Dawson City: Frozen Time may be one of the more remarkable and transfixing films I’ve seen in a while. Bill Morrison’s documentary is ostensibly about the discovery of some long-lost silent films. But it is easily a dozen films in one, effortlessly shifting between history lessons about early film, labor and gold-mining; experiential art film; and meditations on time, progress, decay and rebirth. It’s also about a long-forgotten, faraway time and town that nonetheless has links to well-known things as disparate as Hollywood’s Grauman’s Chinese Theater, the 1919 White Sox baseball scandal, Ken Burn’s filmmaking style, and Donald Trump.

It all starts in a First Nations fishing encampment at the confluence of the Yukon and Klondike rivers, just 173 miles south of the Arctic Circle. Then came the Gold Rush of 1896, and the new boomtown of Dawson City filled up with hopeful miners. After the boom, the town shrunk considerably but remained viable enough to support three establishments that screened the latest entertainment — moving pictures. In time, the Guggenheims consolidated the mines, a Carnegie Library opened, and families took to normal life in the far north. Few knew of tiny Dawson City.

Dawson City: Frozen Time
Scenes from the recovered films: Polly of the Circus (1917) and The Half Breed (1918)

Until 1978, when a routine demolition of Dawson’s former athletic hall uncovered 533 reels of highly combustible silver-nitrate films, buried in the permafrost. Shipped to archives in Ottawa, the “Dawson Find” turned out to be an astounding cache of studio films and newsreels, most from the 1910s, that had escaped the fate of similar works, i.e. destruction, from being tossed in the river or incinerated. Even more remarkably, after restoration, the films were watchable, though some bore scars of environmental damage, such as water marks.

In his film, director Morrison retells the story of the town, its boom and bust, and the curious journey of these films. (The random circumstances that led to these films being preserved is a great story I’ll leave viewers to discover.) He uses archival photography (including gorgeous photographs taken of the Yukon Gold Rush by Eric Hegg) and footage. But in a move that serves both the historical narrative and the exposition of these extremely rare films, Morrison stitches together the tale of Dawson City using excerpts from 124 of the once-buried films.

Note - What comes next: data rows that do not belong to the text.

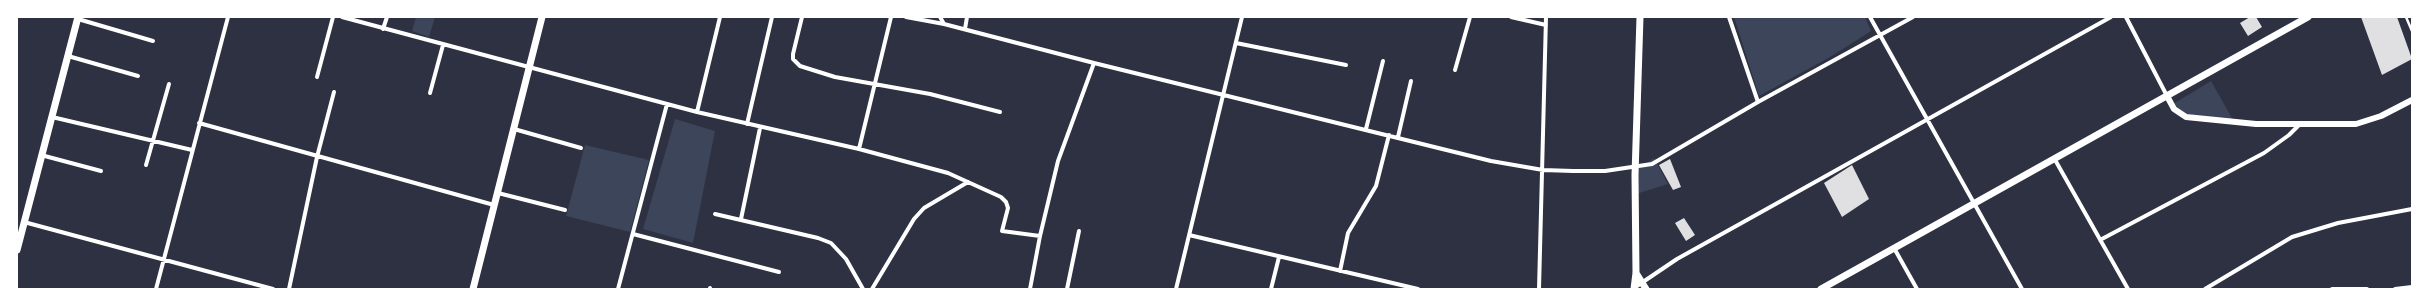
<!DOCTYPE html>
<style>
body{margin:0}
#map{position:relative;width:2429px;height:306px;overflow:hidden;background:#2d3142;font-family:"Sofia Sans Condensed",sans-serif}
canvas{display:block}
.frame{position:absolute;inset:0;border:18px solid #fff;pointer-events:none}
</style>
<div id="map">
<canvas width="2429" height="306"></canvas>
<div class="frame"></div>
</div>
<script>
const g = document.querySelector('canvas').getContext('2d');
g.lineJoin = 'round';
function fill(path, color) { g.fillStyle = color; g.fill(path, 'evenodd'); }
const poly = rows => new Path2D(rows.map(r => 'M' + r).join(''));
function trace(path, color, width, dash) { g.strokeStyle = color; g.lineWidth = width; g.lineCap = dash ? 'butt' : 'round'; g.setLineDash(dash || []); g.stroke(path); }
fill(poly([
 [416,17,435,17,429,37,412,31],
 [1734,17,1865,17,1871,31,1832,56,1759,96],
 [2211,81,2233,120,2186,114,2173,104],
 [675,119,715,131,693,243,643,229],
 [585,145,649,160,630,232,566,216],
 [1654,158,1668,184,1636,194,1637,170]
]), '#3c4559');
fill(poly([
 [2250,17,2256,17,2262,27,2248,36,2240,23],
 [2361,17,2397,17,2412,59,2382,75],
 [1670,159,1681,187,1673,190,1659,165],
 [1852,165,1869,199,1842,217,1824,183],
 [1684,218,1695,235,1686,241,1675,223]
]), '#e0e0e3');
trace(poly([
 [2406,17,2412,31]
]), '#fff', 2.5);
trace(poly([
 [342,17,697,112,859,149,948,173,1001,197,1006,202,1008,208,1002,231,1040,236],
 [802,17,793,54,793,59,800,66,835,77,930,94,1000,112],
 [906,17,944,24,1094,63,1491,161,1543,170,1573,171,1605,171,1652,164,1758,102,1913,17],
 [940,17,944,24],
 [1511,17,1546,25],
 [1729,17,1758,102],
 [1870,17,2022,289],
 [2126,17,2167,96],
 [78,19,153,41],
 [383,29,387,17],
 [965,29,967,17],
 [1236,43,1346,65],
 [68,56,138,76],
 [1455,70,1470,17],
 [317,77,333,17],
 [430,93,443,45],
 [697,112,720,17],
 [52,117,192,150],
 [199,123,494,205],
 [747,124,772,17],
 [514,129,581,148],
 [1366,129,1383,61],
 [1398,137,1411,81],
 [859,149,891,17],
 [41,155,101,171],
 [2054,158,2128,289],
 [146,165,169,84],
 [498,193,565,210],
 [715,214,818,238,831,243,846,259,863,289],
 [741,219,760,128],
 [24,222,273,289],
 [633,234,779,272],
 [1189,235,1418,289],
 [2100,240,2264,153,2289,135,2300,124],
 [1894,248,1917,289],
 [1340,271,1348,233,1376,186,1389,135],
 [1634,288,1677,259,2111,17],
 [156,289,228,17],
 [289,289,317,157,334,92],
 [618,289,667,104],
 [710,289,710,288],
 [872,289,914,219,924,208,968,182],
 [1030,289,1040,236,1058,161,1094,63],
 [1067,289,1079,231],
 [1176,289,1242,17],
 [1271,289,1279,257],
 [1539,289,1546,17],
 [2205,289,2292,237,2338,223,2412,209],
 [2332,289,2367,289],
 [2395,289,2412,287]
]), '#fff', 4);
trace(poly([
 [2167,96,2174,109,2186,117,2256,124,2356,124,2381,116,2412,100]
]), '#fff', 6);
trace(poly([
 [17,250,78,17],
 [1636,273,1646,289],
 [473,289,542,17],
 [1634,289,1636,273,1635,175,1640,17],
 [1821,289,2308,17]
]), '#fff', 7);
</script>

Some are newsreels, filling in world events, while others are comedies, historical dramas and melodramas, standing in. (For instance, in establishing Dawson’s lively gambling scene, Morrison compiles a reel of gambling scenes.) Thus, films such as The Girl of the Northern Woods (1910) and If My Country Should Call (1916) transcend their original function as entertainment, both to illustrate actual history and to stand as a reflection on fragile “permanence.”  Boom towns, film stock, people and even history itself are there, and then gone — until an overturned shovel of dirt brings it all back into light.